Truck running on geotextile
Photo courtesy of Jim Huddleston/Asphalt Pavement Association of Oregon
Once the site work was substantially complete the following spring, the geotextile was removed, the pavement surface was cleaned, and the porous asphalt surface was placed. Even under very difficult site conditions the contractor was able to maintain the cleanliness and porosity of the ATPB.
Removing the geotextile
Finished pavement at Pringle Creek
Using the area for sediment control
In some cases, the area where the porous pavement is to be constructed may be used for temporary sediment control during construction. In this scenario, the bed should be excavated at least one foot above the final elevation of the bed. In the later stages of the project, the sediment is removed, the bed is excavated to final grade, and the porous pavement system installed. This also avoids the need for a separate sediment basin during construction and limits the exposure of the porous pavement to clogging by construction debris.
Construct for success
Invariably, when an infiltration best management practice (BMP) fails it is due to difficulties and mistakes in the design and construction process. Carelessness in compacting the subgrade soils, poor control of erosion, and poor-quality materials are all potential causes of failure. For that reason, detailed specifications on site protection, soil protection and system installation are required.

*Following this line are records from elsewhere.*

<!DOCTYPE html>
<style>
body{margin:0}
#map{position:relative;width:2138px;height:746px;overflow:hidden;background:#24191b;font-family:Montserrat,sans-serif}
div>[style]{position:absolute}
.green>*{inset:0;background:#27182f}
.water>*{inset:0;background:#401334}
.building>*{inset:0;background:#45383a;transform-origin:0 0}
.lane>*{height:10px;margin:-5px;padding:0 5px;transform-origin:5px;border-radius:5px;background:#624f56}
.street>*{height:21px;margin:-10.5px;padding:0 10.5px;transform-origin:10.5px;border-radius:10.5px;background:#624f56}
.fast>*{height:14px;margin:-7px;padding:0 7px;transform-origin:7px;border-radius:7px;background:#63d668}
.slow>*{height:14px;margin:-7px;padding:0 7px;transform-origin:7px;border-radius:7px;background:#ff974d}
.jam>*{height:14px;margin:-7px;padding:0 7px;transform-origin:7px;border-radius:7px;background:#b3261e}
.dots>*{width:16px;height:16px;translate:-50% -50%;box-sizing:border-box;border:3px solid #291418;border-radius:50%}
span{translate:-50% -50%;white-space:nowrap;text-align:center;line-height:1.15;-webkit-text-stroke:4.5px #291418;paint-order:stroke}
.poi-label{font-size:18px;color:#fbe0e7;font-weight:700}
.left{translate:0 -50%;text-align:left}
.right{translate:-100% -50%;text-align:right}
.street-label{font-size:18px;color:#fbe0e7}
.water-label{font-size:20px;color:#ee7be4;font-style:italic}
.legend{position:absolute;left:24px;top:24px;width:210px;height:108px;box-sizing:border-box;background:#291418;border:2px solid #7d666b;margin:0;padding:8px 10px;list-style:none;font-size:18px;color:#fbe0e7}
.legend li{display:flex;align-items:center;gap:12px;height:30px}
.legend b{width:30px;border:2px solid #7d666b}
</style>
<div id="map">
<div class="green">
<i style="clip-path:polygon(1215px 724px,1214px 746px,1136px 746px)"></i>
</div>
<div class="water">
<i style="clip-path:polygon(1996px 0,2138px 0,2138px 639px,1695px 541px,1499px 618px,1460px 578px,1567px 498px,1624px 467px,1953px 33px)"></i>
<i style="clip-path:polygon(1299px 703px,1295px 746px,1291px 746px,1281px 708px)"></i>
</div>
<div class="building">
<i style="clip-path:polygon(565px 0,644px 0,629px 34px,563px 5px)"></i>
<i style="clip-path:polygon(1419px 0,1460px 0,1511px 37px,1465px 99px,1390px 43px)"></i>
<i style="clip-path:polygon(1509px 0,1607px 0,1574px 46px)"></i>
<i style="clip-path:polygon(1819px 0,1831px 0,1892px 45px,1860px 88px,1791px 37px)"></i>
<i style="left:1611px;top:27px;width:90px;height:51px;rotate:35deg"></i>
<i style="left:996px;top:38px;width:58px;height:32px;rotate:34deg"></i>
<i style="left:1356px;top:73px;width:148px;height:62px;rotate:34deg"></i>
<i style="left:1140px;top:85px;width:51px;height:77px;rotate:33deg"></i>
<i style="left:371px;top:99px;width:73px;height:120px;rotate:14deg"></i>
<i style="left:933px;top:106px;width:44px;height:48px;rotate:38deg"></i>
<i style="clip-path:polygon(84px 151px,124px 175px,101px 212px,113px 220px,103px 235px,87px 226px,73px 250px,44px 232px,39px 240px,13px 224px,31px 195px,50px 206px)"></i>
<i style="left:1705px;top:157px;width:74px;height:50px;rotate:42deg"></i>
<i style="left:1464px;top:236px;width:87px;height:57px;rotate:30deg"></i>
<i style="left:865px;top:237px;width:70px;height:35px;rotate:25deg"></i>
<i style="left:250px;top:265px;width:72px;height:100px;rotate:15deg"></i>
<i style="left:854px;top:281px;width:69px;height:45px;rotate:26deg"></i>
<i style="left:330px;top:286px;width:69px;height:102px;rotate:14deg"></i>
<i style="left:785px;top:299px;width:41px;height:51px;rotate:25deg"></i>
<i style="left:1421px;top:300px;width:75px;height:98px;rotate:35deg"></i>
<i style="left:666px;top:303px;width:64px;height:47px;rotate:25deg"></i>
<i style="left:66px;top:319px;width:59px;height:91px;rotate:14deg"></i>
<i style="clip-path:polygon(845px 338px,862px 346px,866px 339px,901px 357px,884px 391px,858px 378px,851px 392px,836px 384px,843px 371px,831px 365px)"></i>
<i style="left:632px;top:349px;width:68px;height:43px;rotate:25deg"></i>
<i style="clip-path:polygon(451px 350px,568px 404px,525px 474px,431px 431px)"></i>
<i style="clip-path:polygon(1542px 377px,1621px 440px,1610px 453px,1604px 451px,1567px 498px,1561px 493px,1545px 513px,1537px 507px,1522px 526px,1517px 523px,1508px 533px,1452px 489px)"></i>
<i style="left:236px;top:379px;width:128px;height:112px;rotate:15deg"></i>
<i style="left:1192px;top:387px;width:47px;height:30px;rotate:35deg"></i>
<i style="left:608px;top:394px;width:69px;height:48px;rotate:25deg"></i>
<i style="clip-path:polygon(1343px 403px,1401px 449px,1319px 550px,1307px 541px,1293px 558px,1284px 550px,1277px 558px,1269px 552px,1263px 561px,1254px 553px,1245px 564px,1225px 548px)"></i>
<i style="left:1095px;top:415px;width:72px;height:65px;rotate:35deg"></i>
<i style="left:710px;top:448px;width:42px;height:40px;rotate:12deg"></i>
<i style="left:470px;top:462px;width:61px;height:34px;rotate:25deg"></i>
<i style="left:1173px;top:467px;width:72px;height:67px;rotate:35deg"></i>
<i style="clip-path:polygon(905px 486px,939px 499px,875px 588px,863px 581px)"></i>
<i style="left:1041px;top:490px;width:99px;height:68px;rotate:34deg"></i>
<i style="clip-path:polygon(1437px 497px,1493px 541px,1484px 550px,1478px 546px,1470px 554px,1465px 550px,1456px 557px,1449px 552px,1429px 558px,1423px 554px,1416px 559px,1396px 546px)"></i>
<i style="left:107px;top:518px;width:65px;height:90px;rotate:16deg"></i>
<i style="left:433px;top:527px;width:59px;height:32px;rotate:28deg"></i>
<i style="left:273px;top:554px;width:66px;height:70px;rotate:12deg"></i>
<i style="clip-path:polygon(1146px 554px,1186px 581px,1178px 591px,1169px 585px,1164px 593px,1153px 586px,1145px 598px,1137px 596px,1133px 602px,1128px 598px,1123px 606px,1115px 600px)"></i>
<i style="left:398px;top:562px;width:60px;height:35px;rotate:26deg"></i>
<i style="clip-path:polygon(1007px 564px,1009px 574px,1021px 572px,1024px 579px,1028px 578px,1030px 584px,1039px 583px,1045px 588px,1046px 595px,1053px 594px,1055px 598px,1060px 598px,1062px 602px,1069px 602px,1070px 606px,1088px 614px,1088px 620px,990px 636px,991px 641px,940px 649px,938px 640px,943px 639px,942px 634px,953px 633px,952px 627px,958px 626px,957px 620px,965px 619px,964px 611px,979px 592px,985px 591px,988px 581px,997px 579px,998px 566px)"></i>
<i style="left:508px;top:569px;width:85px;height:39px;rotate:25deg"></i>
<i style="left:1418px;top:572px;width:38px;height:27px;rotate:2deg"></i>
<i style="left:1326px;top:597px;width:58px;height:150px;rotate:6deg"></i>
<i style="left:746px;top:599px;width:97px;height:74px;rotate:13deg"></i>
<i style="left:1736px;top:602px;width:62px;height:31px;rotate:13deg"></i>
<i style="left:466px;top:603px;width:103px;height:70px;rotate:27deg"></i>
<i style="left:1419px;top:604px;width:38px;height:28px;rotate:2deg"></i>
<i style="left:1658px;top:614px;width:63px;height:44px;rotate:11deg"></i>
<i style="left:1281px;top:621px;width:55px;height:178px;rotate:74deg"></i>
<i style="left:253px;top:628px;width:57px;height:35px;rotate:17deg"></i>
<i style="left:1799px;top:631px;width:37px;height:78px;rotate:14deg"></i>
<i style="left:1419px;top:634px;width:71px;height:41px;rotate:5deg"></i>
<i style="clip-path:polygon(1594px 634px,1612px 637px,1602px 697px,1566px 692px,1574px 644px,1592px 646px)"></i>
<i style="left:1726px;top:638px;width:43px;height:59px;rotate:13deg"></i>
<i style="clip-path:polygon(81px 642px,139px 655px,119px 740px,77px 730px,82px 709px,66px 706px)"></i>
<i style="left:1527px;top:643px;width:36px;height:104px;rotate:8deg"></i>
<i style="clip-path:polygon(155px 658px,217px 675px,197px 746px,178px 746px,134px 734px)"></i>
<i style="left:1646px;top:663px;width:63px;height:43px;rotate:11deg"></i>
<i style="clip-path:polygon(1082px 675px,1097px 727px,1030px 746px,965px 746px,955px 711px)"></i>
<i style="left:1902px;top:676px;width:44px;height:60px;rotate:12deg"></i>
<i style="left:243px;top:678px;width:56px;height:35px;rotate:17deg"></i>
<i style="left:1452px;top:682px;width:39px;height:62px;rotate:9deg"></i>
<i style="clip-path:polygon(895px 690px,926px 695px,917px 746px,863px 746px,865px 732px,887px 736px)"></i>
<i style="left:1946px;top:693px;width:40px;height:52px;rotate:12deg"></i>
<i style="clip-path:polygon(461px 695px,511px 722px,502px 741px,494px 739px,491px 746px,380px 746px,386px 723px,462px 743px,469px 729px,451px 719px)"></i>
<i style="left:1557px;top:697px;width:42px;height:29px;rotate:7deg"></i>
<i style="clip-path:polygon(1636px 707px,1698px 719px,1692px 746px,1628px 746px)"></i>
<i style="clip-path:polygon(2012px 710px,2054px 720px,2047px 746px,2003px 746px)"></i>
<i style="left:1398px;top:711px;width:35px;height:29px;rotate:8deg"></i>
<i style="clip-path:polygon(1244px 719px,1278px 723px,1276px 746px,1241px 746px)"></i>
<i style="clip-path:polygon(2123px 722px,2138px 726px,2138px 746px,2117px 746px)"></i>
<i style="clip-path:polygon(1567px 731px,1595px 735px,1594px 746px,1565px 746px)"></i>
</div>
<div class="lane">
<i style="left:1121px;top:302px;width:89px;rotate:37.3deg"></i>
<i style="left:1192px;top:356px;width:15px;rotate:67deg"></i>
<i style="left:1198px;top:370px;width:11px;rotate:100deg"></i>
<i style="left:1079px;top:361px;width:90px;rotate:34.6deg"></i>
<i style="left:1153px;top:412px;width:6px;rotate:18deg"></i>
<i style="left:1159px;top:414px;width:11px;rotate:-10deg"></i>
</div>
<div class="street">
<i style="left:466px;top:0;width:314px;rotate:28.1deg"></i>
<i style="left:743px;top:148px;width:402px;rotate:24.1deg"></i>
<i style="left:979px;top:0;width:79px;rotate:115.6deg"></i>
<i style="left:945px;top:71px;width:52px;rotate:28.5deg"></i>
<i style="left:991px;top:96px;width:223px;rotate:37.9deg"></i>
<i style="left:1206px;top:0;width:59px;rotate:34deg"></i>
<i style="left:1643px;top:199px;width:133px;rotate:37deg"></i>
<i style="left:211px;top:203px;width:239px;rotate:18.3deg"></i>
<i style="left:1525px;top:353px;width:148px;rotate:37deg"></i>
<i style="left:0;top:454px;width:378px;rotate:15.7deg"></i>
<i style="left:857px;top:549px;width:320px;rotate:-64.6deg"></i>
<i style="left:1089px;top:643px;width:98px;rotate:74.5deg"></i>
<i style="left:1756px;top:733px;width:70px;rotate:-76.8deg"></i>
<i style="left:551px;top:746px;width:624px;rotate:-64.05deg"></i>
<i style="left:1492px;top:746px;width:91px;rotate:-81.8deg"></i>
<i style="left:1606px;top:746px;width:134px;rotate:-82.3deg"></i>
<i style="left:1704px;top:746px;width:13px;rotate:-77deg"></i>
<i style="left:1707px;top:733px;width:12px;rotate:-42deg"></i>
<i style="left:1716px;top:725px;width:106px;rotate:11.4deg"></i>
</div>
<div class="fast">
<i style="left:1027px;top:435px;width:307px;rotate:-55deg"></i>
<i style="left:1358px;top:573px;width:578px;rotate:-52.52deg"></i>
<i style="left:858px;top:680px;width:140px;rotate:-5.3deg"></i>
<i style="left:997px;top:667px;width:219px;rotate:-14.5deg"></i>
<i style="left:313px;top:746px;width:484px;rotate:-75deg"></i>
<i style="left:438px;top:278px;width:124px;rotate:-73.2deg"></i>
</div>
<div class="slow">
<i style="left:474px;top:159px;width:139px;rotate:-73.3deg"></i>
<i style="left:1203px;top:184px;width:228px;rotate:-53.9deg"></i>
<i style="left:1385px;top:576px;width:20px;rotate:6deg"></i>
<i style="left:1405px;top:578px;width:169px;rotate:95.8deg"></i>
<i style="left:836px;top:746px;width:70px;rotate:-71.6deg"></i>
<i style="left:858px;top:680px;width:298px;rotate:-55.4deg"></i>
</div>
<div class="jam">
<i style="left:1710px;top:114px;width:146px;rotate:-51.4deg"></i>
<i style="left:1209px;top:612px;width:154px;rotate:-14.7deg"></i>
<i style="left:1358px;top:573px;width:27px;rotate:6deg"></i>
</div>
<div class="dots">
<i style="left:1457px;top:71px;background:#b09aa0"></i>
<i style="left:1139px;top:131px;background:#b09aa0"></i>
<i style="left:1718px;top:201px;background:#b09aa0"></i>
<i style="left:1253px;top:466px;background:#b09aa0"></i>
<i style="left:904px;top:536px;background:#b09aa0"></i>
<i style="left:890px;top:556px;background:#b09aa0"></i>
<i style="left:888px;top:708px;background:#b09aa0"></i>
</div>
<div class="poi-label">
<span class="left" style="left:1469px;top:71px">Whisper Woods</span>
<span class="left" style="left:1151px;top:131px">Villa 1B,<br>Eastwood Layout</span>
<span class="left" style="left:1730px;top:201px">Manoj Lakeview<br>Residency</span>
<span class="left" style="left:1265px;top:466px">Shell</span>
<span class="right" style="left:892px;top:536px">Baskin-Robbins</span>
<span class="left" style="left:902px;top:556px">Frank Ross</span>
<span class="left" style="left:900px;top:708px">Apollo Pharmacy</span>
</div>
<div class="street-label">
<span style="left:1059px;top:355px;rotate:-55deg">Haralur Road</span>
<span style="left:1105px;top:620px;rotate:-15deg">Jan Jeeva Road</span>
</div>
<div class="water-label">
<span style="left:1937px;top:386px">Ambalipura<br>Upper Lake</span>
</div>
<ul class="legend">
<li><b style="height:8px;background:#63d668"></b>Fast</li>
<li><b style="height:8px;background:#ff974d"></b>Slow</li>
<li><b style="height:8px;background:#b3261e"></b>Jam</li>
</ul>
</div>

A pre-construction meeting should be held to discuss the need to prevent heavy equipment from compacting soils, the need to prevent sediment-laden waters from washing on to the pavement, the need for clean stone, etc. Designers should review the installation process with the project foreman and routinely stop by the site to provide construction advice.
Successful installation of any infiltration BMP is a hands-on process that requires an active role for the designer. Often, the failure does not lie with the contractor or with poor soils, but instead is due to a lack of specific guidance for construction procedures.
Signs are often posted at porous pavement sites to alert grounds keeping and maintenance personnel to keep silt and debris from entering the site. These personnel should also be educated not to seal the pavement and not to use sand or other abrasives for snow or ice conditions. These signs can also include some information regarding the advantages of porous pavement.